Impact of code difference in Collection#contains() worth improving?
Stanimir Simeonoff
stanimir at riflexo.com
Sat Aug 30 18:32:08 UTC 2014
Somewhat off topic.
The linked implementation of android lacks integer overflow on size. That
might be actually irrelevant on android due to OOM happening earlier than
integer overflow.
The latter that made me check the JDK impl. I know most concurrent
collections handle integer overflow (CLQ, CHM for instance) but I didn't
expect LinkedList would be a integer overflow victim.
There is no prevention of size going negative. It's unlikely to cause
security issues as LinkedList is pretty much shunned (rightfully) and
seldom used.
Stanimir
On Sat, Aug 30, 2014 at 8:04 PM, Fabian Lange <lange.fabian at gmail.com>
wrote:
> Hello dear list,
>
> it was not my intention to steal precious developer time by annoying
> you guys with my finding.
> I really wanted to understand why there is a source difference. So I
> went ahead and looked at it from the only aspect I could estimate
> contributing to it.
> I am well aware of the fact that JIT does an amazing job optimizing
> code, so it surprises me how in some replies there is an negative
> undertone and randomness attributed to JIT.
> Right now I assume that my question upset some people, because it is
> of course not nice that people question code which was written over a
> decade ago.
> If not discussing the question on a technical level, I do not know why
> the argument of time wasting on micro level is made in multiple page
> long e-mails, which for sure also took precious time to write.
>
> So thanks to everybody who taught me a bit about inner workings of JIT,
> and special thanks to Martin who did have the courage to submit a bug
> and webrev!
>
> Fabian:
>
> PS: Out of curiosity I looked at the contains implementation here:
>
> https://android.googlesource.com/platform/libcore/+/master/luni/src/main/java/java/util/LinkedList.java
> it is manually inlined to avoid counting the position at all.

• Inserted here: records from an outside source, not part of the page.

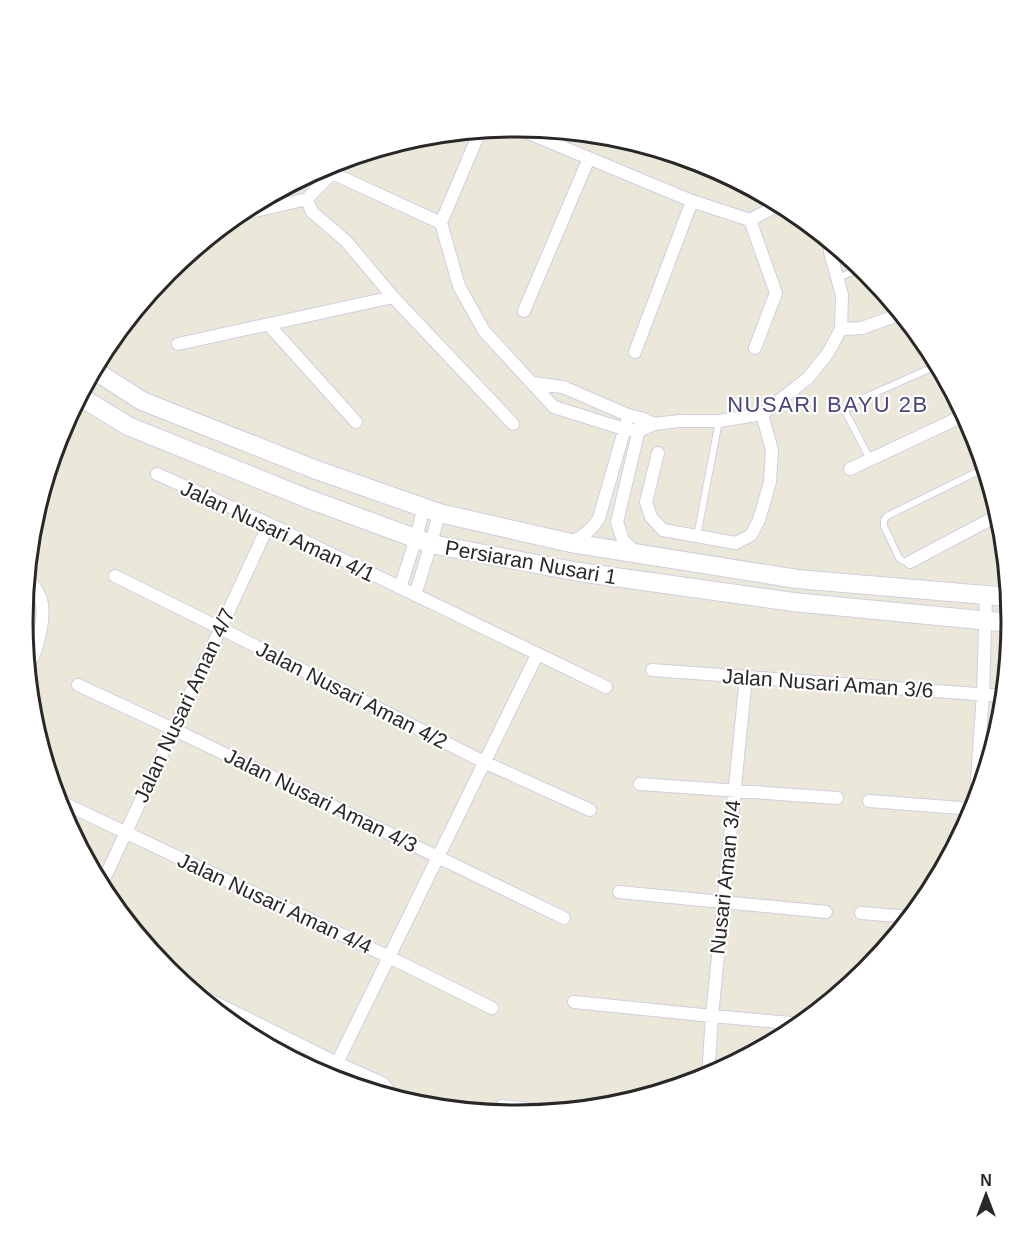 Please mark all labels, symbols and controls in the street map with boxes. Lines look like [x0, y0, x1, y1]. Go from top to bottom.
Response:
district label: NUSARI BAYU 2B [727, 392, 929, 417]
street label: Jalan Nusari Aman 4/1 [177, 476, 379, 586]
street label: Persiaran Nusari 1 [443, 536, 619, 588]
street label: Jalan Nusari Aman 4/7 [129, 604, 239, 806]
street label: Jalan Nusari Aman 4/2 [253, 637, 451, 753]
street label: Jalan Nusari Aman 3/6 [722, 664, 934, 702]
street label: Jalan Nusari Aman 4/3 [221, 743, 421, 857]
street label: Nusari Aman 3/4 [705, 798, 745, 955]
street label: Jalan Nusari Aman 4/4 [174, 848, 376, 958]
north arrow [956, 1165, 1016, 1225]
text: N [980, 1172, 992, 1189] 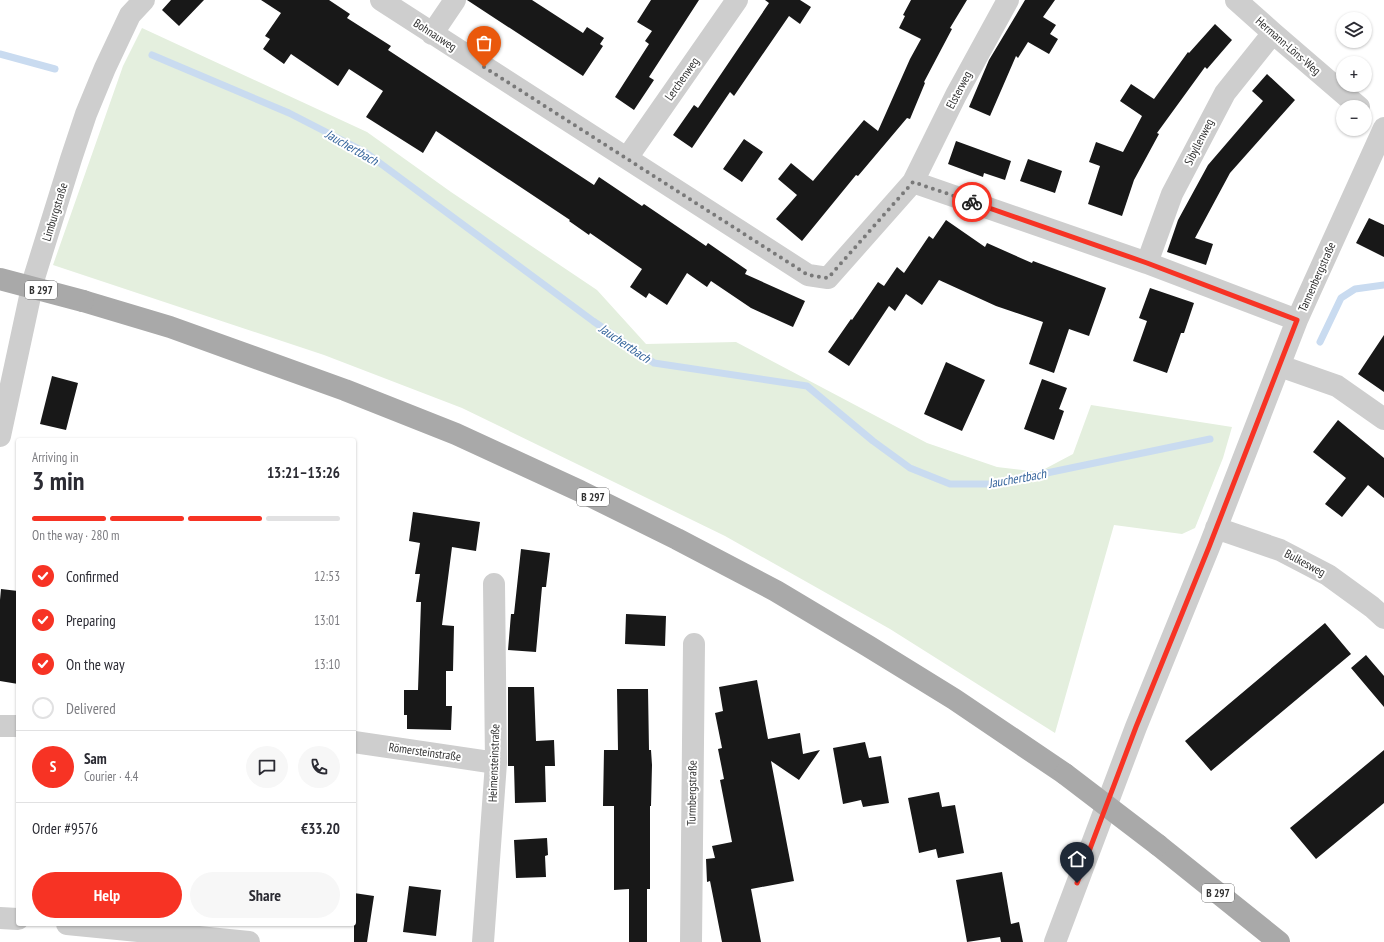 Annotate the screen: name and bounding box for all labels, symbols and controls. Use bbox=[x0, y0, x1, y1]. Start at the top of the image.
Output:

> I wonder if JIT would do that at any point as well.
>
> On Wed, Aug 27, 2014 at 4:02 PM, Fabian Lange <lange.fabian at gmail.com>
> wrote:
> > Hi all,
> > I have been involved recently in some theoretical or nonsensical
> > discussions about microbenchmarking, jit compiling assemblies and so
> > fort.
> > One example was LinkedList vs ArrayList.
> >
> > What I noticed is that those two have a different implementation for
> contains():
> >
> > ArrayList:
> >
> > public boolean contains(Object o) {
> > return indexOf(o) >= 0;
> > }
> >
> > LinkedList:
> >
> > public boolean contains(Object o) {
> > return indexOf(o) != -1;
> > }
> >
> > Logically this is of course identical due to the contract of contains
> > which returns either -1 or the >=0 index of the element.
> >
> > This code has been like this almost forever, and I was wondering if
> > this actually makes a difference in CPU cycles.
> >
> > And in fact this code compiles into different assembler instructions.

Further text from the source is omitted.